Please return every line in the following data that includes the string "columns".

Saved entries
+---+
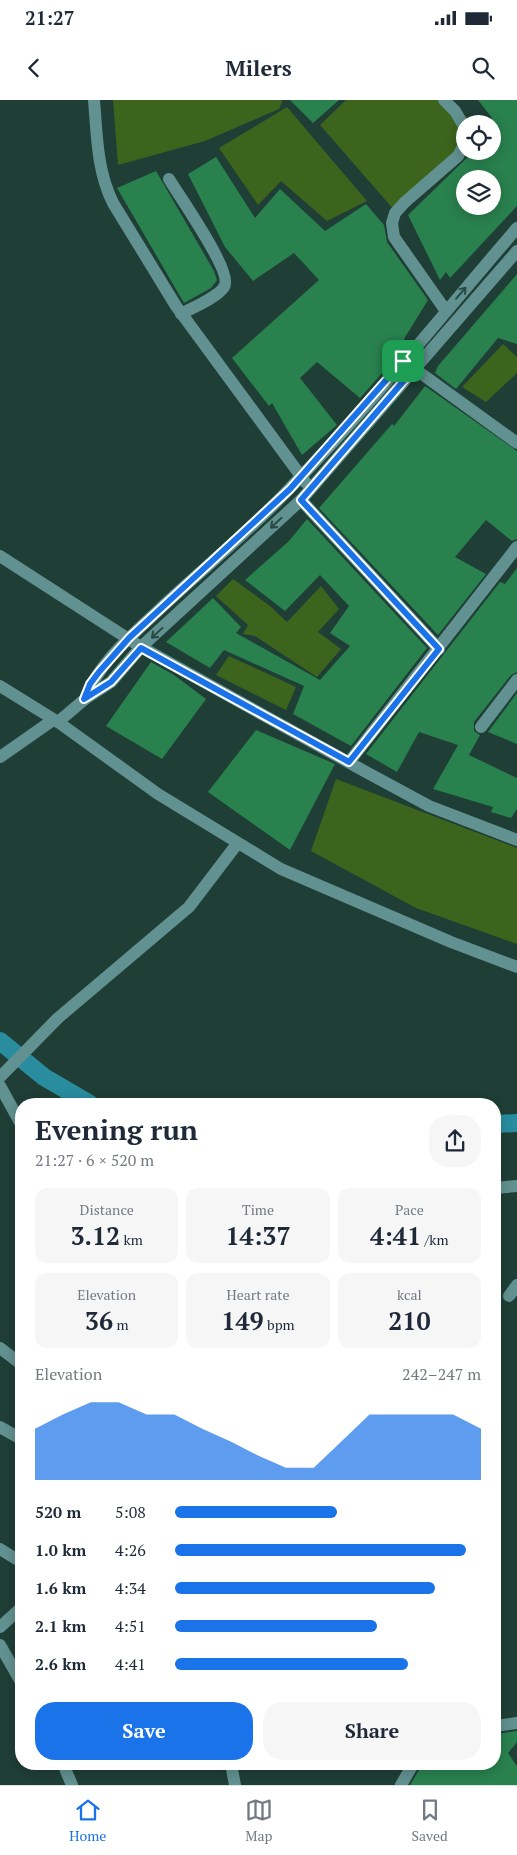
<!DOCTYPE html>
<meta charset="utf-8">
<style>
:root{--surface:#fff;--page:#f6f6f7;--text:#1f2937;--muted:#747a83;--line:#e0e1e3;--accent:#1a73e8}
body{margin:0;font-family:"PT Serif",serif;background:var(--page);color:var(--text);height:100vh;display:flex;flex-direction:column;font-size:19px;white-space:nowrap}
*{box-sizing:border-box;margin:0}
p{font-size:16px;color:var(--muted)}
.icon{flex:none;width:28px;height:28px;fill:none;stroke:currentColor;stroke-width:2;stroke-linecap:round;stroke-linejoin:round}
.map{position:relative;flex:1;overflow:hidden}
.side{position:absolute;left:15px;top:998px;width:486px;height:672px;display:flex;flex-direction:column;background:var(--surface);border-radius:20px;box-shadow:0 2px 12px #0003}
.side>*{flex:none}
.controls{position:absolute;left:456px;top:15px;display:grid;gap:10px}
.controls a{display:grid;place-items:center;width:45px;height:45px;border-radius:50%;background:var(--surface);box-shadow:0 2px 12px #0003;font-size:25px}
.pin{position:absolute;display:grid;place-items:center;width:42px;height:42px;color:#fff;margin:-21px;border-radius:10px;box-shadow:0 2px 8px #0006}
.round{display:grid;place-items:center;flex:none;width:52px;height:52px;border-radius:20px;background:var(--page)}
.overview{display:flex;align-items:center;justify-content:space-between;height:85px;padding:0 20px}
h1{font-size:28px;font-weight:700;line-height:38px}
.metrics{display:grid;grid-template-columns:repeat(3,1fr);gap:8px;height:85px;padding:5px 20px}
.metrics div{display:grid;align-content:center;border-radius:12px;background:var(--page);text-align:center}
.metrics b{font-size:25px;font-weight:700}
.metrics small{font-size:14px;font-weight:400}
.metrics p{font-size:14px}
.chart{height:140px;padding:10px 20px}
.chart p{display:flex;justify-content:space-between}
.chart svg{width:100%;height:90px;margin-top:5px;fill:var(--accent);opacity:.7}
.button{display:flex;gap:10px;margin-top:auto;padding:10px 20px}
.button a{flex:1;height:58px;border-radius:20px;background:var(--accent);color:#fff;font-size:20px;font-weight:700;line-height:58px;text-align:center}
.button a+a{background:var(--page);color:var(--text)}
ul{padding:0 20px;list-style:none;font-size:16px}
li{display:grid;grid-template-columns:80px 60px 1fr;align-items:center;height:38px}
li i{height:12px;border-radius:6px;background:var(--accent)}
.status{display:flex;justify-content:space-between;align-items:center;height:35px;padding:0 25px;background:var(--surface);direction:ltr}
.status svg{height:14px;fill:currentColor}
header{display:flex;justify-content:space-between;align-items:center;height:65px;padding:0 20px;background:var(--surface);font-size:22px;font-weight:700}
.menu{display:flex;justify-content:space-around;align-items:center;height:70px;border-top:1px solid var(--line);background:var(--surface);font-size:14px;color:var(--muted)}
.menu a{display:grid;justify-items:center;gap:2px}
.menu .active{color:var(--accent)}
.map>svg:first-child{display:block}
.green{fill:#3c641d}
.lines{fill:none;stroke-linecap:round;stroke-linejoin:round}
.canal{stroke:#298d9f;stroke-width:18}
.building{fill:#29814e;fill-rule:evenodd}
.minor{stroke:#619190;stroke-width:12}
.oneway{stroke:#294a44}
.route-casing{stroke:#fff;stroke-width:10}
.route{stroke:#1a73e8;stroke-width:6}
</style>
<div class="status"><b>21:27</b><svg viewBox="0 0 49 12"><path d="M0 12V9h3v3zM5 12V6h3v6zM10 12V3h3v9zM15 12V0h3v12zM26 1h20v11H26zM47 4h2v5h-2z"/></svg></div>
<header><svg class="icon" aria-label="back" viewBox="0 0 24 24"><path d="M15 5l-7 7 7 7"/></svg>Milers<svg class="icon" aria-label="search" viewBox="0 0 24 24"><circle cx="10" cy="10" r="6"/><path d="M15 15l6 6"/></svg></header>
<div class="map">
<svg width="517" height="1685" viewBox="0 0 517 1685">
<rect width="100%" height="100%" fill="#1f3e36"/>
<g class="green">
<path d="M113,0H283L279,9L205,41L118,65Z"/>
<path d="M346,0H450L473,24H465V45L395,111L320,25Z"/>
<path d="M287,7L367,101L327,121L281,81L258,105L219,48Z"/>
<path d="M503,244L517,257V273L486,302L462,287Z"/>
<path d="M233,479L270,506L287,522L321,486L339,509L318,532L341,549L317,577L255,536L243,534L248,525L216,496Z"/>
<path d="M229,556L296,587L286,610L216,575Z"/>
<path d="M336,679L517,748V844L416,808L311,751Z"/>
</g>
<g class="lines">
<g class="canal">
<path d="M0,941L44,977L90,1004"/>
<path d="M495,1024L517,1023"/>
</g>
</g>
<g class="building">
<path d="M290,0H339L313,23Z"/>
<path d="M478,0H517V106L450,178L446,172L440,180L408,115L474,51H492V18ZM465,79H492V106H465Z"/>
<path d="M216,57L255,118L280,89L325,131L366,104L384,125L387,142L428,200L404,239L409,243L360,298L317,262L300,278L337,325L302,355L272,303L269,306L232,258L319,180L294,153L253,181L225,147L188,74Z"/>
<path d="M156,71L214,171L217,180L211,188L184,203L117,88Z"/>
<path d="M517,174V244L498,238L456,289L435,273L438,266Z"/>
<path d="M425,286L517,351V439L512,441L486,420L455,457L486,474L438,535L319,408L392,324L394,326Z"/>
<path d="M307,419L427,548L351,646L293,614L304,586L224,550L210,568L166,542L213,498L241,527L236,533L320,580L350,546L330,533L349,506L320,475L285,511L245,480L289,441Z"/>
<path d="M517,468V572L511,575L474,622V631L480,635L469,655L517,678V709L511,718L491,712L493,707L433,689L458,645L419,632L397,672L366,654L500,482L505,484Z"/>
<path d="M151,562L174,575L206,599L162,659L106,626Z"/>
<path d="M517,593V644L488,632Z"/>
<path d="M256,630L335,664L290,750L208,692Z"/>
<path d="M517,1631V1642L508,1653L517,1666V1685H410L419,1670L420,1664H495V1634Z"/>
</g>
<g class="lines">
<g class="minor">
<path d="M94,0C97,36 97,71 113,103L176,206L306,383"/>
<path d="M444,0L455,11L465,28"/>
<path d="M169,79C179,96 234,173 224,187C218,197 192,208 181,214"/>
<path d="M446,211L394,137L392,123L395,113L405,102L458,56L465,43"/>
<path d="M408,264L517,343"/>
<path d="M301,400L439,549"/>
<path d="M0,456L141,547L366,672L429,706L517,740"/>
<path d="M0,586L58,622L158,694L281,769L451,842L517,867"/>
<path d="M85,599C99,561 135,533 164,505C206,466 252,429 291,387C371,305 442,215 517,128"/>
<path d="M58,622L85,599L111,582L141,547L301,400L517,151"/>
<path d="M481,627L517,580"/>
<path d="M0,657L53,620"/>
<path d="M349,662L517,447"/>
<path d="M0,977L58,918L189,807L237,744"/>
<path d="M0,986L21,1024"/>
<path d="M495,1088L517,1086"/>
<path d="M509,1196L517,1185"/>
<path d="M0,1248L21,1264"/>
<path d="M0,1327L21,1339"/>
<path d="M0,1449L21,1462"/>
<path d="M0,1527L21,1508"/>
<path d="M0,1545L21,1582"/>
<path d="M495,1626L517,1623"/>
<path d="M63,1664L72,1685"/>
<path d="M231,1664L235,1685"/>
<path d="M401,1685L412,1666"/>
</g>
</g>
<defs><path id="oneway-shaft" d="M-6 0H5M1.5-3L5.5 0L1.5 3" fill="none" stroke-width="1.6" stroke-linecap="round" stroke-linejoin="round" transform="scale(1.25)"/></defs>
<g class="oneway">
<use href="#oneway-shaft" transform="translate(461 193) rotate(-49)"/>
<use href="#oneway-shaft" transform="translate(276 423) rotate(137)"/>
<use href="#oneway-shaft" transform="translate(157 533) rotate(137)"/>
</g>
<g class="lines">
<g class="route-casing">
<path id="route" d="M403,261L414,269L301,400L439,549L349,662L141,548L111,582L84,599L90,584L99,572L129,538L290,389Z"/>
</g>
<use href="#route" class="route"/>
</g>
</svg>
<div class="controls">
<a><svg class="icon" aria-label="locate" viewBox="0 0 24 24"><circle cx="12" cy="12" r="6"/><path d="M12 2v4M12 18v4M2 12h4M18 12h4"/></svg></a>
<a><svg class="icon" aria-label="layers" viewBox="0 0 24 24"><path d="M12 4l9 5-9 5-9-5zM3 14l9 5 9-5"/></svg></a>
</div>
<div class="pin" style="left:403px;top:261px;background:#1e9e55"><svg class="icon" aria-label="arrive" viewBox="0 0 24 24"><path d="M6 21V4h12l-3 4 3 4H6"/></svg></div>
<section class="side">
<div class="overview"><div><h1>Evening run</h1><p>21:27 · 6 × 520 m</p></div><a class="round"><svg class="icon" aria-label="share" viewBox="0 0 24 24"><path d="M12 15V3M7 8l5-5 5 5M5 13v7h14v-7"/></svg></a></div>
<div class="metrics">
<div><p>Distance</p><b>3.12<small> km</small></b></div>
<div><p>Time</p><b>14:37</b></div>
<div><p>Pace</p><b>4:41<small> /km</small></b></div>
</div>
<div class="metrics">
<div><p>Elevation</p><b>36<small> m</small></b></div>
<div><p>Heart rate</p><b>149<small> bpm</small></b></div>
<div><p>kcal</p><b>210</b></div>
</div>
<div class="chart"><p><span>Elevation</span>242–247 m</p>
<svg viewBox="0 0 160 44" preserveAspectRatio="none"><path d="M0 44V19L10 12L20 6L30 6L40 12L50 12L60 19L70 25L80 32L90 38L100 38L110 25L120 12L130 12L140 12L150 12L160 19V44z"/></svg>
</div>
<ul>
<li><b>520 m</b>5:08<i style="width:53%"></i></li>
<li><b>1.0 km</b>4:26<i style="width:95%"></i></li>
<li><b>1.6 km</b>4:34<i style="width:85%"></i></li>
<li><b>2.1 km</b>4:51<i style="width:66%"></i></li>
<li><b>2.6 km</b>4:41<i style="width:76%"></i></li>
</ul>
<div class="button"><a>Save</a><a>Share</a></div>
</section>
</div>
<nav class="menu">
<a class="active"><svg class="icon" aria-label="home" viewBox="0 0 24 24"><path d="M3 11l9-7 9 7M6 9v11h12V9"/></svg>Home</a>
<a><svg class="icon" aria-label="map" viewBox="0 0 24 24"><path d="M3 6l6-2 6 2 6-2v14l-6 2-6-2-6 2zM9 4v14M15 6v14"/></svg>Map</a>
<a><svg class="icon" aria-label="saved" viewBox="0 0 24 24"><path d="M7 4h10v16l-5-4-5 4z"/></svg>Saved</a>
</nav>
+---+
→ Response for this exercise:
.metrics{display:grid;grid-template-columns:repeat(3,1fr);gap:8px;height:85px;padding:5px 20px}
li{display:grid;grid-template-columns:80px 60px 1fr;align-items:center;height:38px}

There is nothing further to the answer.